Exercise input ->
----------

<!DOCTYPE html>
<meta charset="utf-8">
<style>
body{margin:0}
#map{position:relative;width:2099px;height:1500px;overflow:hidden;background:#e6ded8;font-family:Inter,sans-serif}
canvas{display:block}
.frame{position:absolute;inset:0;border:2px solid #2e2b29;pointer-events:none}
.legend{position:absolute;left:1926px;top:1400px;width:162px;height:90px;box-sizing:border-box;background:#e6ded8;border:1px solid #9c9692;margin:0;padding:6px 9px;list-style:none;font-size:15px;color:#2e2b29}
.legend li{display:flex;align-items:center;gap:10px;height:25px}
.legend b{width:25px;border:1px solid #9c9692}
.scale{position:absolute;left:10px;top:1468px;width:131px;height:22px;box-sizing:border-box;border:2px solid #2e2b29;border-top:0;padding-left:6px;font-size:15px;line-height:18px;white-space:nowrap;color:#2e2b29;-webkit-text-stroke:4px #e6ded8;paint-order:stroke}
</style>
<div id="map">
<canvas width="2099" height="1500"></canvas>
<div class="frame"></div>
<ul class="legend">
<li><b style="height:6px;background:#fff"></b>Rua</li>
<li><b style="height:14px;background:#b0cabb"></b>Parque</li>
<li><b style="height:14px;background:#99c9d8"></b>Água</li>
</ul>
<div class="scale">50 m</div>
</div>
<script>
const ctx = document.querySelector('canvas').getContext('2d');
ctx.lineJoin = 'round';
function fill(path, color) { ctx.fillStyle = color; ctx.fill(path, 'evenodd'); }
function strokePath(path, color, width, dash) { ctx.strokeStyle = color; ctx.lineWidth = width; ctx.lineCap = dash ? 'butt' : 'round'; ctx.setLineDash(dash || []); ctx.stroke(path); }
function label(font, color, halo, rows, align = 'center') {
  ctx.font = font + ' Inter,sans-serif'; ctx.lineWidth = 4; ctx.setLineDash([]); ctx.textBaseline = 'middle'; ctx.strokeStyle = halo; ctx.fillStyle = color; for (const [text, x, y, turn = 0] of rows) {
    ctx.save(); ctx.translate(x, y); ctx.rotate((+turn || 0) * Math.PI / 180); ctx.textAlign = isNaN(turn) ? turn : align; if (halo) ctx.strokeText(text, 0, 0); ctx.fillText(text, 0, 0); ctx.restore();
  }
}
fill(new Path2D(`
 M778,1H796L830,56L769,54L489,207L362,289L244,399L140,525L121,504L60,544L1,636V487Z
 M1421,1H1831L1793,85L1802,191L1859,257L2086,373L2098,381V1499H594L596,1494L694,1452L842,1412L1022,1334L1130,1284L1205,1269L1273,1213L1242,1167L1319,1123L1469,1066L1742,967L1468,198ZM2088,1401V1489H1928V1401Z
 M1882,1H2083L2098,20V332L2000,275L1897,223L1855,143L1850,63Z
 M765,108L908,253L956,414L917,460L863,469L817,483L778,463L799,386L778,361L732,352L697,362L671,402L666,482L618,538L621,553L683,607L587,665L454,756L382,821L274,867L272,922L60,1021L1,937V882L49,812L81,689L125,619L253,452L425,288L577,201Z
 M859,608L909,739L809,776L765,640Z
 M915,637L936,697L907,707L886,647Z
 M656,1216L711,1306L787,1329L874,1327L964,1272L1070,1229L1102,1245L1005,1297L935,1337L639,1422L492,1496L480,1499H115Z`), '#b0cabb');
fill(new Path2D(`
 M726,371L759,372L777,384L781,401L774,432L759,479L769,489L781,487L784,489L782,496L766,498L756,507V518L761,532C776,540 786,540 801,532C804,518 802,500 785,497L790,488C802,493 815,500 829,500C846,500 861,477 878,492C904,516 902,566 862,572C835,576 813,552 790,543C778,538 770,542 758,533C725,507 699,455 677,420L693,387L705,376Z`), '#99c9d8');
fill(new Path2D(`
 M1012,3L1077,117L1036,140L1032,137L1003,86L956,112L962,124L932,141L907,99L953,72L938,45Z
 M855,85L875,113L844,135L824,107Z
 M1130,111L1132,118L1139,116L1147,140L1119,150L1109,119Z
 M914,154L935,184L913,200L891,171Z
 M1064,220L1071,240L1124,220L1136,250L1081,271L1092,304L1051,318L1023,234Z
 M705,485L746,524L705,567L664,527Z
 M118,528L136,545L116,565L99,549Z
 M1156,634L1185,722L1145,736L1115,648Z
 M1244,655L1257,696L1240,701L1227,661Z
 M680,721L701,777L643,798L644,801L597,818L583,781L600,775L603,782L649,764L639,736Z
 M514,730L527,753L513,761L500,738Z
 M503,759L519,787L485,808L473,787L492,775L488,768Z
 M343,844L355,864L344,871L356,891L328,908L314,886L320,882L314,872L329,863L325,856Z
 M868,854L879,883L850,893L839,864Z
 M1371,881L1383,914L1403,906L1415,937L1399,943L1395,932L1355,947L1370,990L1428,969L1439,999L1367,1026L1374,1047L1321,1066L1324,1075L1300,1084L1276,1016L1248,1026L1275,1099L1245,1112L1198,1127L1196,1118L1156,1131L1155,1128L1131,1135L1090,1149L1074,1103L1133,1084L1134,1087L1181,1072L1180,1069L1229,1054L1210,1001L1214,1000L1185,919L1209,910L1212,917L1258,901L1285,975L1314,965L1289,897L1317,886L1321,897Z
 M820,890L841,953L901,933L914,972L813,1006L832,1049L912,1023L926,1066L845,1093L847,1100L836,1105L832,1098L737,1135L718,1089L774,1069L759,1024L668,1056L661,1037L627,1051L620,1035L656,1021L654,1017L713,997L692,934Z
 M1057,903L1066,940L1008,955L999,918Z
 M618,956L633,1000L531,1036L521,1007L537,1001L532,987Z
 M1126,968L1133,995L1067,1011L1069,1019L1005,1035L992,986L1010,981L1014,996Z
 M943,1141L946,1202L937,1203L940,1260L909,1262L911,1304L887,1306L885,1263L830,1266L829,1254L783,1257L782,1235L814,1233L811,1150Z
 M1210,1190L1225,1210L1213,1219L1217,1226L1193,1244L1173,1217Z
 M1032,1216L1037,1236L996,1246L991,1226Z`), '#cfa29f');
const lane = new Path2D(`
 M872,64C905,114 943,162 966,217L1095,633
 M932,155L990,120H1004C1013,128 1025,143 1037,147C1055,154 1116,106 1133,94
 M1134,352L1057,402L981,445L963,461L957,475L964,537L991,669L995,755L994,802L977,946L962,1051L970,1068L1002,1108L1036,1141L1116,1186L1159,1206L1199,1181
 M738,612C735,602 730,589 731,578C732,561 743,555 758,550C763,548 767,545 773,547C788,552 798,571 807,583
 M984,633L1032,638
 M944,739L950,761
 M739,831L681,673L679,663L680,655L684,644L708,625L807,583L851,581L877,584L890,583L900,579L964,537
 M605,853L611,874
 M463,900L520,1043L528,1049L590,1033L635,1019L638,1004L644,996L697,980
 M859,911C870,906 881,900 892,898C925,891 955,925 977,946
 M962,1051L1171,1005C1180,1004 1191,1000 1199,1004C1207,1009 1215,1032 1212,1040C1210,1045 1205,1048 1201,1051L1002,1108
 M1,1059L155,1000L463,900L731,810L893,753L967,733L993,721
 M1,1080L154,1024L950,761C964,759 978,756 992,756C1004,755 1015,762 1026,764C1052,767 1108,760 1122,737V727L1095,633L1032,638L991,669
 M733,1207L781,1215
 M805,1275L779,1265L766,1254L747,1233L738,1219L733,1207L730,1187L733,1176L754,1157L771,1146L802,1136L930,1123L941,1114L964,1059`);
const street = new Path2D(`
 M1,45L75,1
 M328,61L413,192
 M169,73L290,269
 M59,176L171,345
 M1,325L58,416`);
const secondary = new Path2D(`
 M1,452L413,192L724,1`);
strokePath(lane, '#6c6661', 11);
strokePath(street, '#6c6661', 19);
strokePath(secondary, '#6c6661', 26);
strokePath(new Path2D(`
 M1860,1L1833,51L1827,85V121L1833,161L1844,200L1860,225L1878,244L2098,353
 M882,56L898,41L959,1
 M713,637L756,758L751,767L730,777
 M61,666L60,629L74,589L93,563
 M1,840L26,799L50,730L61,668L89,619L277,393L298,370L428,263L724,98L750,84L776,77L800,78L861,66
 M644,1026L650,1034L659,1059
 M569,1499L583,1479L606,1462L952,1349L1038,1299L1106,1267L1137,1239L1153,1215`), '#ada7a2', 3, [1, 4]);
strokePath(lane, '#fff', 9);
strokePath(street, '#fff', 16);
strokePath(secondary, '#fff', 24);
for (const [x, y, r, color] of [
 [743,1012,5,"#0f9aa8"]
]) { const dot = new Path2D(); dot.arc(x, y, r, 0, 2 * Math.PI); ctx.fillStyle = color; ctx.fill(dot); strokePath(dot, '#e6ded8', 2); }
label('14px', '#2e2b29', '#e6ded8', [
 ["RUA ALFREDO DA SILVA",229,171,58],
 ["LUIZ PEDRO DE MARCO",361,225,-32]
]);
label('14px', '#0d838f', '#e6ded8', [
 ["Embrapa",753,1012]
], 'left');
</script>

----------

Look through the entries and return every line where "halo" appears.

function label(font, color, halo, rows, align = 'center') {
  ctx.font = font + ' Inter,sans-serif'; ctx.lineWidth = 4; ctx.setLineDash([]); ctx.textBaseline = 'middle'; ctx.strokeStyle = halo; ctx.fillStyle = color; for (const [text, x, y, turn = 0] of rows) {
    ctx.save(); ctx.translate(x, y); ctx.rotate((+turn || 0) * Math.PI / 180); ctx.textAlign = isNaN(turn) ? turn : align; if (halo) ctx.strokeText(text, 0, 0); ctx.fillText(text, 0, 0); ctx.restore();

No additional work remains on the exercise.